Vient s’ajouter, dans le
monde nouveau des puissances émergentes, la montée de la bulle
financière et de l’inflation chinoise, toujours pas
maîtrisées malgré les efforts, aux effets sociaux
inquiétants, résultant des énormes injections de
liquidité destinées à suppléer à la
diminution de la croissance et demande occidentales.
Le
monde est en crise : cet énoncé devenu banal, auquel on
s’accoutume, va finir par accréditer que ce nouveau mode
d’existence est la règle avec laquelle il faut désormais
vivre. C’est bien là le danger.
L’Europe en est actuellement
le catalyseur le plus en pointe. Elément faible du dispositif non
seulement en raison des imperfections et limites de son union, mais aussi de
l’exacerbation de la lutte pour l’accès au capital, cette
denrée qui s’y révèle relativement peu disponible
alors que les besoins de ses secteurs privés et publics sont immenses.
C’est là où se concentrent les tensions, arrivé le
moment où il va falloir régler l’addition. Là
où l’Histoire à nouveau se forge, bien que la
région semble être condamnée au déclin, dans un
rôle de victime consentante toute trouvée.
Après avoir longuement
tergiversé, divisées et se raccrochant à des plans aussi
vite dépassés que mis en place, les autorités
européennes vont se rabattre sur le plus petit dénominateur
commun afin de tenter de faire front. Accouchant péniblement, et dans
ses très grandes lignes uniquement, d’un nouveau dispositif de
stabilisation financière qu’ils vont devoir affûter. Il
devrait y être ajouté monétaire, pour ne pas se voiler la
face comme elles l’affectionnent.
Comme toujours en Europe, cela
a commencé par une interrogation institutionnelle, à propos de
la révision nécessaire des Traités qui l’engagent
et à modifier.
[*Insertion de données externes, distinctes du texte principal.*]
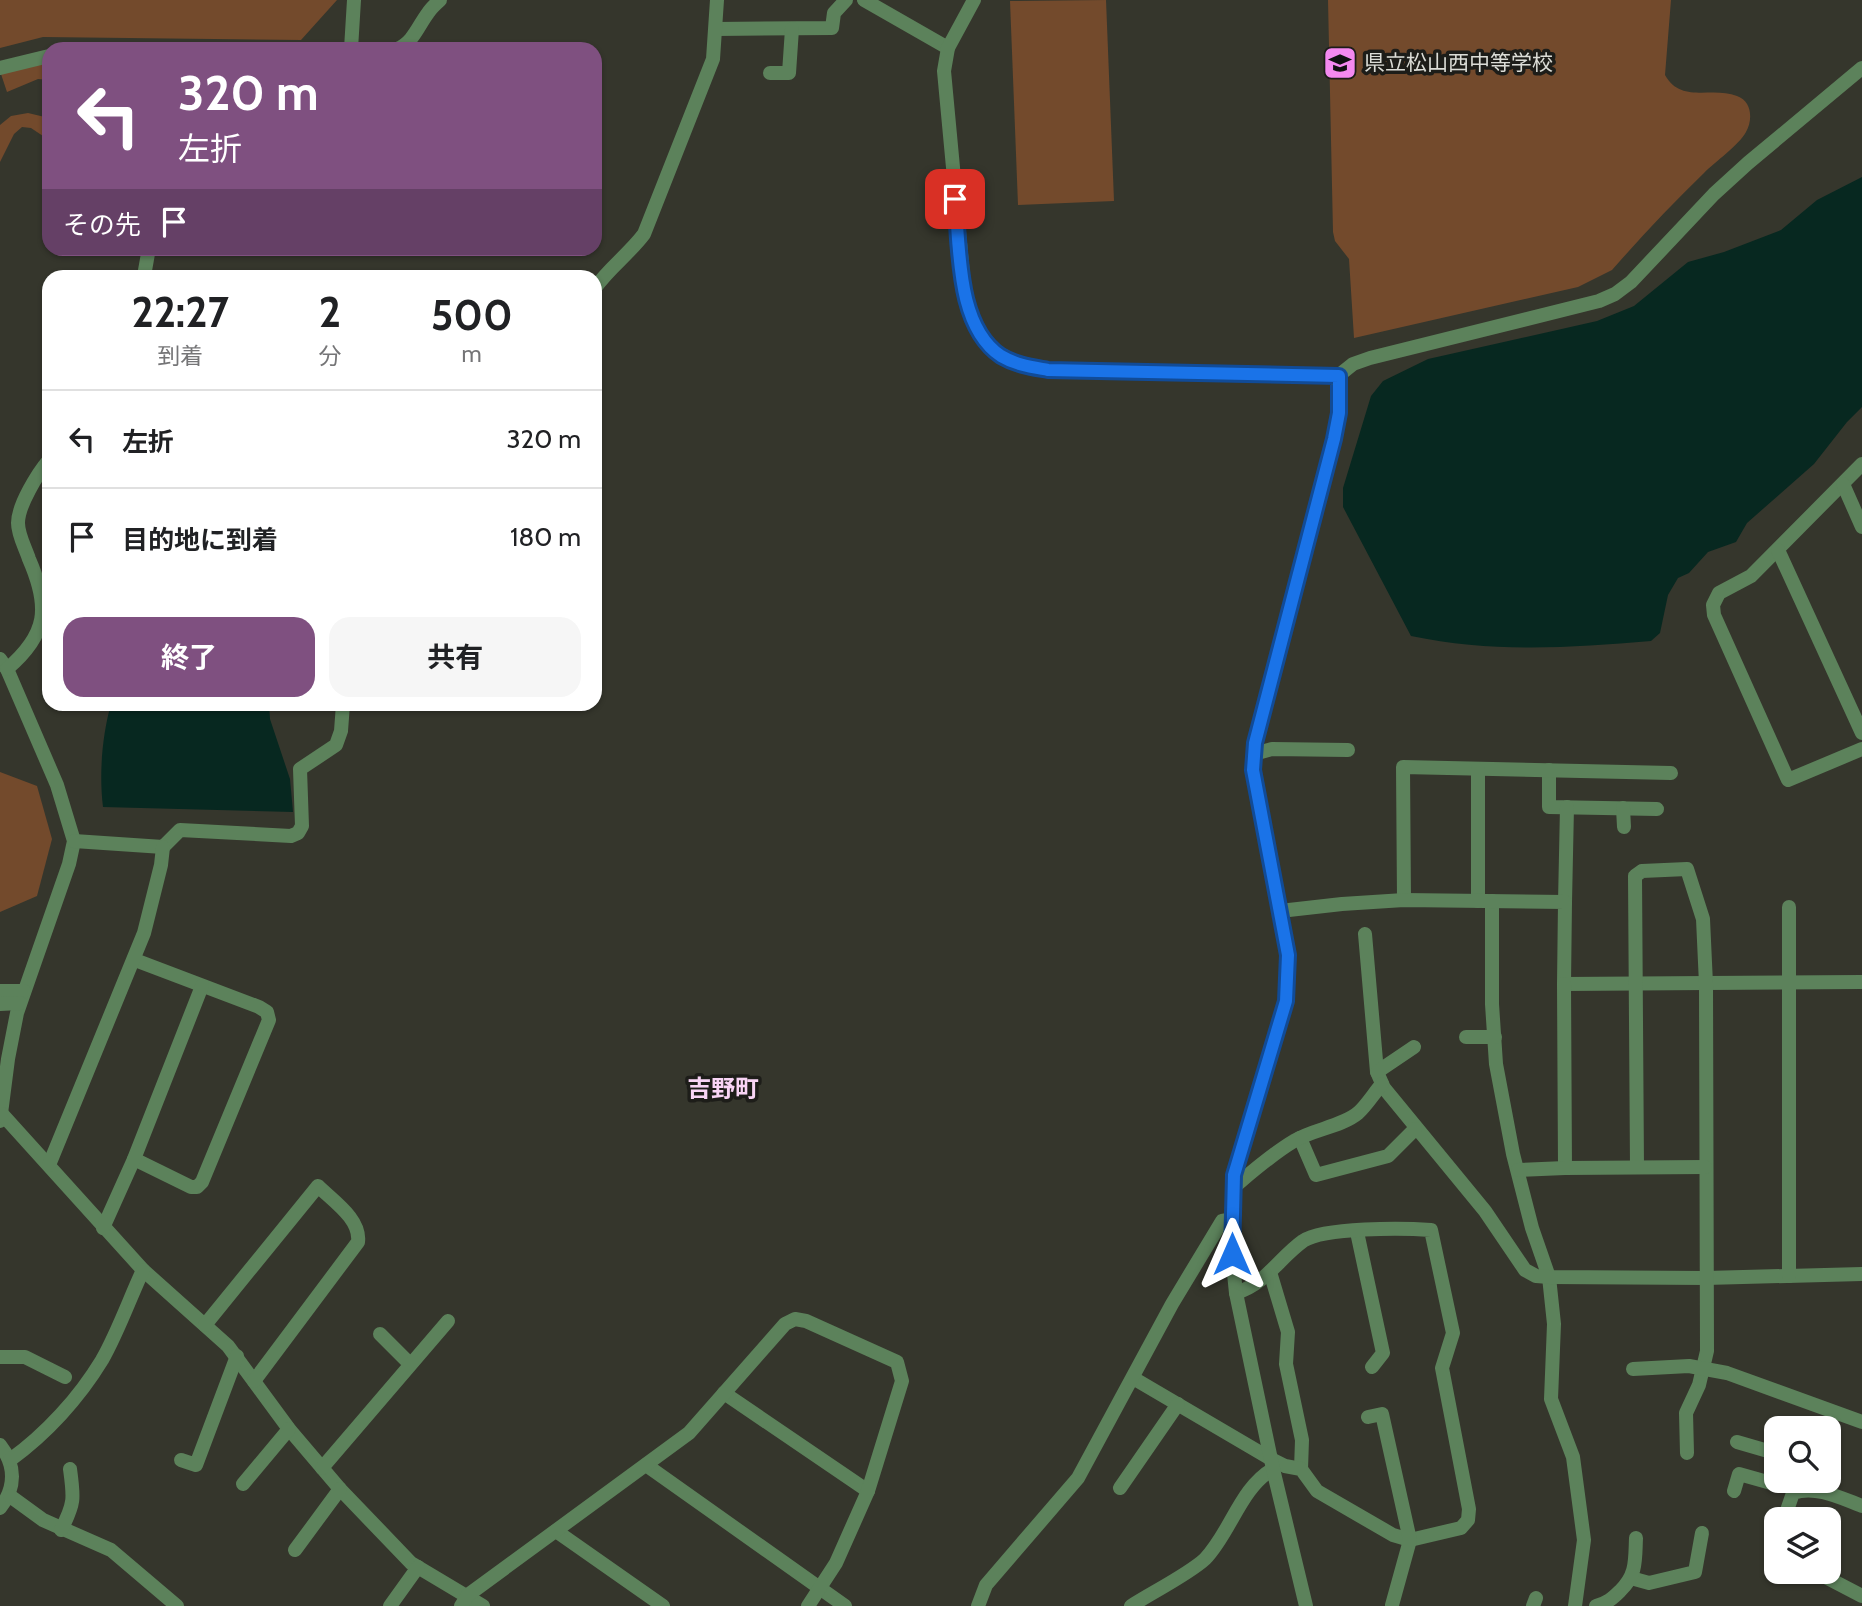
<!DOCTYPE html>
<html lang="ja">
<meta charset="utf-8">
<style>
:root{--surface:#fff;--page:#f6f6f6;--text:#202124;--muted:#757577;--line:#e0e0e0;--accent:#7f5080}
body{margin:0;font-family:Cabin,"Noto Sans JP",sans-serif;background:var(--page);color:var(--text);height:100vh;display:flex;flex-direction:column;font-size:26px;white-space:nowrap}
*{box-sizing:border-box;margin:0}
p{font-size:23px;color:var(--muted)}
.icon{flex:none;width:38px;height:38px;fill:none;stroke:currentColor;stroke-width:2;stroke-linecap:round;stroke-linejoin:round}
.map{position:relative;flex:1;overflow:hidden}
.drawer{position:absolute;left:42px;top:270px;width:560px;height:441px;display:flex;flex-direction:column;background:var(--surface);border-radius:21px;box-shadow:0 2px 5px #0004}
.drawer>*{flex:none}
.top-card{position:absolute;left:42px;top:42px;width:560px;height:214px;border-radius:21px;box-shadow:0 2px 5px #0004;background:#7f5080;color:#fff;overflow:hidden}
.tools{position:absolute;left:1764px;top:1416px;display:grid;gap:14px}
.tools a{display:grid;place-items:center;width:77px;height:77px;border-radius:14px;background:var(--surface);box-shadow:0 2px 5px #0004;font-size:35px}
.pin{position:absolute;display:grid;place-items:center;width:60px;height:60px;color:#fff;margin:-30px;border-radius:14px;box-shadow:0 4px 10px #0006}
.me{position:absolute;width:77px;margin:-38px;rotate:0deg;stroke-linejoin:round;filter:drop-shadow(0 0 5px #0008)}
.turn{display:flex;align-items:center;gap:24px;height:147px;padding:0 21px;font-size:32px}
.turn .icon{width:91px;height:91px;stroke-width:2.5}
.turn b{display:block;font-size:49px;line-height:60px}
.then{display:flex;align-items:center;height:66px;padding:0 21px;background:#0003;gap:14px;font-size:26px}
.eta{display:flex;justify-content:space-evenly;align-items:center;height:119px;text-align:center}
.eta b{font-size:42px;font-weight:700;line-height:49px}
.cta{display:flex;gap:14px;margin-top:auto;padding:14px 21px}
.cta a{flex:1;height:80px;border-radius:21px;background:var(--accent);color:#fff;font-size:28px;font-weight:700;line-height:80px;text-align:center}
.cta a+a{background:var(--page);color:var(--text)}
ul{padding:0;list-style:none}
li{display:flex;align-items:center;gap:21px;height:98px;padding:0 21px;border-top:2px solid var(--line)}
li div{flex:1}
li b{display:block;font-size:26px}
li em{font-style:normal}
.map>svg:first-child{display:block}
.green{fill:#734a2c}
.water{fill:#072820}
.lines{fill:none;stroke-linecap:round;stroke-linejoin:round}
.minor{stroke:#5c825b;stroke-width:14}
.route-casing{stroke:#114b97;stroke-width:18}
.route{stroke:#1a73e8;stroke-width:12}
.labels{text-anchor:middle;stroke-width:7;stroke-linejoin:round;paint-order:stroke}
.poi-label{font-size:21px;fill:#dcddd7;stroke:#1d1d19;text-anchor:start}
.quarter-label{font-size:24px;font-weight:bold;fill:#f8d4f5;stroke:#1d1d19}
</style>
<div class="map">
<svg width="1862" height="1606" viewBox="0 0 1862 1606">
<rect width="100%" height="100%" fill="#35362c"/>
<!-- green -->
<g class="green">
<polygon points="0,0 337,0 301,40 43,37 0,48"/>
<polygon points="1106,0 1114,201 1018,205 1010,1"/>
<path d="M 1328,0 L 1671,0 L 1665,75 C 1681,104 1712,86 1737,96 C 1752,101 1753,120 1746,132 C 1739,145 1715,162 1704,173 C 1672,204 1641,237 1612,270 L 1578,287 L 1354,338 L 1349,259 L 1335,241 L 1333,232 Z"/>
<polygon points="49,60 49,80 38,79 7,92 1,74"/>
<polygon points="28,113 49,118 49,140 31,128 22,127 14,134 0,162 0,125 11,116"/>
<polygon points="0,772 37,786 52,839 37,896 0,912"/>
</g>
<!-- water -->
<g class="water">
<path d="M 1862,177 L 1862,407 L 1847,422 L 1814,464 L 1747,523 L 1736,542 L 1708,552 L 1689,573 L 1678,578 L 1668,595 L 1660,633 L 1651,641 C 1568,648 1493,653 1411,636 L 1343,507 L 1343,488 L 1371,396 L 1383,381 L 1428,359 L 1597,321 L 1634,306 L 1688,262 L 1724,252 L 1781,230 L 1817,200 Z"/>
<path d="M 111,704 L 269,704 L 270,719 L 290,779 L 293,812 L 103,807 C 99,774 102,736 111,704 Z"/>
</g>
<g class="lines">
<!-- minor -->
<g class="minor">
<polyline points="864,0 948,48"/>
<path d="M 974,0 L 948,48 L 944,71 L 965,296 C 978,346 998,361 1048,370 L 1338,376 L 1353,364 L 1370,358 L 1599,301 L 1615,294 L 1631,282 L 1714,194 L 1748,163 L 1862,68"/>
<polyline points="716,29 832,28 834,13 846,0"/>
<polyline points="351,49 354,0"/>
<path d="M 397,49 C 413,43 418,26 428,13 C 431,8 436,4 440,0"/>
<polyline points="0,68 49,56"/>
<polyline points="770,73 789,73 792,29"/>
<polyline points="144,276 149,248"/>
<path d="M 595,288 C 609,268 629,254 644,234 L 713,59 L 717,0"/>
<polyline points="1862,464 1751,576 1719,593 1713,605 1714,615 1788,780 1862,749"/>
<polyline points="1843,484 1862,527"/>
<polyline points="1778,550 1862,733"/>
<polyline points="0,659 7,669 57,785 74,841 69,864 17,1013 8,1059 0,1121"/>
<path d="M 7,669 C 48,634 50,607 29,559 C 25,547 18,535 18,523 C 18,505 38,473 49,460"/>
<polyline points="1254,754 1272,749 1348,750"/>
<polyline points="1549,770 1549,807 1657,809"/>
<polyline points="1623,808 1624,827"/>
<polyline points="74,841 163,847 180,830 291,836 298,833 302,826 300,769 336,745 341,731 343,704"/>
<polyline points="1404,900 1403,767 1671,773"/>
<polyline points="1478,901 1478,769"/>
<polyline points="1492,901 1492,1004 1496,1064 1513,1154 1532,1228 1549,1277 1554,1324 1551,1399 1573,1457 1584,1540 1575,1606"/>
<polyline points="1565,902 1567,807"/>
<polyline points="1280,911 1342,904 1404,900 1565,902 1564,984 1862,982"/>
<polyline points="1365,934 1377,1072 1384,1088 1485,1211 1525,1270 1536,1276 1549,1277 1706,1278 1862,1274"/>
<polyline points="1564,984 1565,1168"/>
<polyline points="0,991 24,991"/>
<polyline points="0,1004 20,1003"/>
<polyline points="1466,1037 1495,1037"/>
<polyline points="1377,1072 1414,1047"/>
<polyline points="2,1114 143,1270 228,1346 289,1429 340,1489 411,1563 483,1606"/>
<polyline points="1300,1138 1316,1175 1388,1156 1415,1129"/>
<polyline points="134,1159 191,1187 197,1187 202,1182 269,1020 267,1012 259,1007 135,960"/>
<polyline points="49,1165 144,933 161,865 163,847"/>
<polyline points="1637,1167 1635,876 1642,871 1687,869 1703,919 1706,984 1707,1351 1699,1385 1686,1413 1687,1453"/>
<polyline points="1518,1170 1565,1168 1705,1167"/>
<path d="M 1234,1187 C 1253,1171 1272,1154 1294,1141 C 1313,1129 1341,1127 1358,1113 C 1367,1105 1374,1093 1382,1084"/>
<polyline points="103,1228 134,1159 202,986"/>
<polyline points="1357,1232 1383,1353 1372,1367"/>
<polyline points="1270,1272 1288,1332 1286,1364 1302,1440 1301,1469"/>
<polyline points="1789,1276 1789,907"/>
<path d="M 205,1325 L 318,1186 C 333,1201 361,1219 358,1242 L 254,1381"/>
<polyline points="380,1334 410,1364"/>
<polyline points="0,1357 25,1357 65,1377"/>
<polyline points="1633,1369 1689,1366 1727,1373 1862,1422"/>
<path d="M 1133,1378 L 1271,1459 L 1285,1466 L 1301,1469 L 1317,1491 L 1393,1535 L 1410,1540 L 1461,1528 L 1468,1520 L 1469,1509 L 1442,1368 L 1453,1333 L 1431,1230 C 1404,1228 1324,1227 1303,1241 C 1278,1259 1267,1283 1236,1293"/>
<polyline points="724,1393 868,1491"/>
<polyline points="1368,1417 1382,1414 1410,1540 1392,1605"/>
<polyline points="1737,1442 1768,1451 1776,1457"/>
<path d="M 0,1445 C 16,1465 16,1488 0,1508"/>
<path d="M 10,1460 C 46,1434 79,1398 102,1360 C 118,1332 129,1300 143,1270"/>
<polyline points="181,1460 196,1465 237,1356"/>
<polyline points="646,1465 845,1606"/>
<polyline points="322,1468 448,1321"/>
<polyline points="243,1484 289,1429"/>
<polyline points="1120,1488 1178,1404"/>
<polyline points="1734,1491 1739,1474 1782,1486"/>
<polyline points="10,1496 43,1520 111,1550 177,1606"/>
<path d="M 1784,1519 L 1793,1493 C 1816,1485 1841,1498 1862,1506"/>
<path d="M 61,1530 C 75,1503 74,1498 70,1469"/>
<polyline points="556,1531 663,1606"/>
<polyline points="1776,1542 1774,1549 1776,1550"/>
<polyline points="295,1550 340,1489"/>
<polyline points="1816,1572 1862,1596"/>
<polyline points="1631,1578 1649,1583 1695,1572 1702,1533"/>
<polyline points="390,1606 418,1567"/>
<polyline points="461,1606 468,1595 689,1433 785,1324 795,1319 806,1321 897,1362 902,1381 868,1491 836,1563 808,1606"/>
<polyline points="978,1606 986,1585 1078,1478 1172,1304 1222,1221 1233,1219"/>
<path d="M 1131,1606 C 1151,1593 1189,1574 1205,1559 C 1231,1532 1240,1488 1273,1469"/>
<polyline points="1306,1606 1273,1469 1236,1293 1232,1254 1234,1175 1286,1001 1288,955 1253,770 1255,743 1334,439 1339,413 1338,376"/>
<polyline points="1533,1606 1536,1598"/>
<path d="M 1596,1606 C 1607,1603 1612,1599 1620,1591 C 1637,1575 1635,1560 1636,1538"/>
</g>
</g>
<g class="lines">
<defs>
<path id="route" d="M 955,199 C 960,247 956,326 1001,356 C 1016,365 1032,367 1048,370 L 1339,376 L 1339,413 L 1334,439 L 1255,743 L 1253,770 L 1288,955 L 1286,1001 L 1234,1175 L 1232,1254"/>
</defs>
<!-- route casing -->
<use href="#route" class="route-casing"/>
<!-- route -->
<use href="#route" class="route"/>
</g>
<!-- icons -->
<defs>
<symbol id="school-square" viewBox="-11 -11 22 22"><rect x="-9" y="-9" width="18" height="18" rx="4" fill="#f489f0" stroke="#1d1d19"/><path d="M0-5L7-2L0 1L-7-2ZM-4 1L0 2.5L4 1V4Q0 6-4 4Z" fill="#111"/></symbol>
</defs>
<g fill-rule="evenodd">
<use href="#school-square" x="1321" y="44" width="38" height="38"/>
</g>
<g class="labels">
<!-- poi labels -->
<g class="poi-label">
<text x="1364" y="70">県立松山西中等学校</text>
</g>
<!-- quarter labels -->
<g class="quarter-label">
<text x="723" y="1097">吉野町</text>
</g>
</g>
</svg>
<div class="tools">
<a><svg class="icon" aria-label="search" viewBox="0 0 24 24"><circle cx="10" cy="10" r="6"/><path d="M15 15l6 6"/></svg></a>
<a><svg class="icon" aria-label="layers" viewBox="0 0 24 24"><path d="M12 4l9 5-9 5-9-5zM3 14l9 5 9-5"/></svg></a>
</div>
<div class="pin" style="left:955px;top:199px;background:#d93025"><svg class="icon" aria-label="arrive" viewBox="0 0 24 24"><path d="M6 21V4h12l-3 4 3 4H6"/></svg></div>
<svg class="me" style="left:1232px;top:1254px" viewBox="-20 -20 40 40"><path d="M0-17L14 15 0 8-14 15z" fill="#1a73e8" stroke="#fff" stroke-width="4"/></svg>
<div class="top-card">
<div class="turn"><svg class="icon" aria-label="left" viewBox="0 0 24 24"><path d="M17 20v-9H6M10 6l-5 5 5 5"/></svg><div><b>320 m</b>左折</div></div>
<div class="then">その先<svg class="icon" aria-label="arrive" viewBox="0 0 24 24"><path d="M6 21V4h12l-3 4 3 4H6"/></svg></div>
</div>
<section class="drawer">
<div class="eta">
<div><b>22:27</b><p>到着</p></div>
<div><b>2</b><p>分</p></div>
<div><b>500</b><p>m</p></div>
</div>
<ul>
<li><svg class="icon" aria-label="left" viewBox="0 0 24 24"><path d="M17 20v-9H6M10 6l-5 5 5 5"/></svg><div><b>左折</b></div><em>320 m</em></li>
<li><svg class="icon" aria-label="arrive" viewBox="0 0 24 24"><path d="M6 21V4h12l-3 4 3 4H6"/></svg><div><b>目的地に到着</b></div><em>180 m</em></li>
</ul>
<div class="cta"><a>終了</a><a>共有</a></div>
</section>
</div>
Une procédure simplifiée, heureusement
trouvée, permettra de faire l’économie d’un
débat général et de consultations – dans les
parlements ou les pays – qui ne pourraient être affrontés
sans dommages et intérêts.
D’une voix assourdie et
avec d’infinies précautions, la terrible hypothèse
d’un partage de l’addition est désormais
évoquée, afin que les fonds publics ne soient pas seuls mis
à contribution, nous y voilà ! Non sans remous et
réactions de la part de ceux qui prédisent que c’est
folie et contribuent ainsi à attiser le feu sacré qu’alimentent
les marchés.
Devançant une nouvelle
réunion européenne, dont l’objectif est de décider
du lancement de ce nouveau dispositif pour 2013, Jürgen Stark –
l’un des six membres du directoire de la BCE – vient de
déployer sa bannière afin de regrouper derrière elle les
tenants de la plus stricte orthodoxie, afin de faire barrage aux
hérétiques.
« C’est aux
responsables politiques de régler la crise de la dette souveraine et
non pas à la banque centrale » débute-t-il à
l’occasion d’une interview
au quotidien grec To Vima, dont le texte anglais a
été communiqué à l’avance aux agences de
presse afin de lui donner le maximum de retentissement. Rejetant les
suggestions selon lesquelles la BCE devrait élargir sa mission,
Jürgen Stark réplique : « Ce que vous demandez, c’est
une plus forte inflation. (….) Nous avons le mandat clair de maintenir
la stabilité des prix. Demander la poursuite d’autres objectifs,
serait trop charger la barque de la BCE ».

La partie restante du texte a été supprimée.